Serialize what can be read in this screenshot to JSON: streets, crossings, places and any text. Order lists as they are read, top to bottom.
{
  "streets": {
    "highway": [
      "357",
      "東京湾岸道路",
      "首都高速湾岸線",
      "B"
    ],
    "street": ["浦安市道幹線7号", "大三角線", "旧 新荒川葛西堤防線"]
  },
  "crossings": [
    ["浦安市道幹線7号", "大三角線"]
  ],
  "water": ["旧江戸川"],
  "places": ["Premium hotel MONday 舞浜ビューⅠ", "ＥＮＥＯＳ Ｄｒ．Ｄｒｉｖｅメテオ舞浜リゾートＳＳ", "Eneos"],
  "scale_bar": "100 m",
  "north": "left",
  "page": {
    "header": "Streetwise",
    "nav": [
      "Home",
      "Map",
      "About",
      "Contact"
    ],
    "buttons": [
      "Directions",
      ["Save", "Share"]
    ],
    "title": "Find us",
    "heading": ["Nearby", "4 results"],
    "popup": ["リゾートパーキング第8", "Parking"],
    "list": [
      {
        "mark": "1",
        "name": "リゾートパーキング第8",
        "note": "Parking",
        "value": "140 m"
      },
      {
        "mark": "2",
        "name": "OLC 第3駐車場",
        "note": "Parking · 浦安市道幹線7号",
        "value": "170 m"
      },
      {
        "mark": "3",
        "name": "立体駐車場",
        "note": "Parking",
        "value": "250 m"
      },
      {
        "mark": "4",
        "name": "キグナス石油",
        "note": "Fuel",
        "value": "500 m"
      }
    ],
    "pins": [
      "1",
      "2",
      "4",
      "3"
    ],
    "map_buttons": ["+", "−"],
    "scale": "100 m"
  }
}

▶ [Try it] Which of the lines in the data hold the string "streets"? Report each of them by copying it.

▶ [Answer to this task]
Serialize what can be read in this screenshot to JSON: streets, crossings, places and any text. Order lists as they are read, top to bottom.
  "streets": {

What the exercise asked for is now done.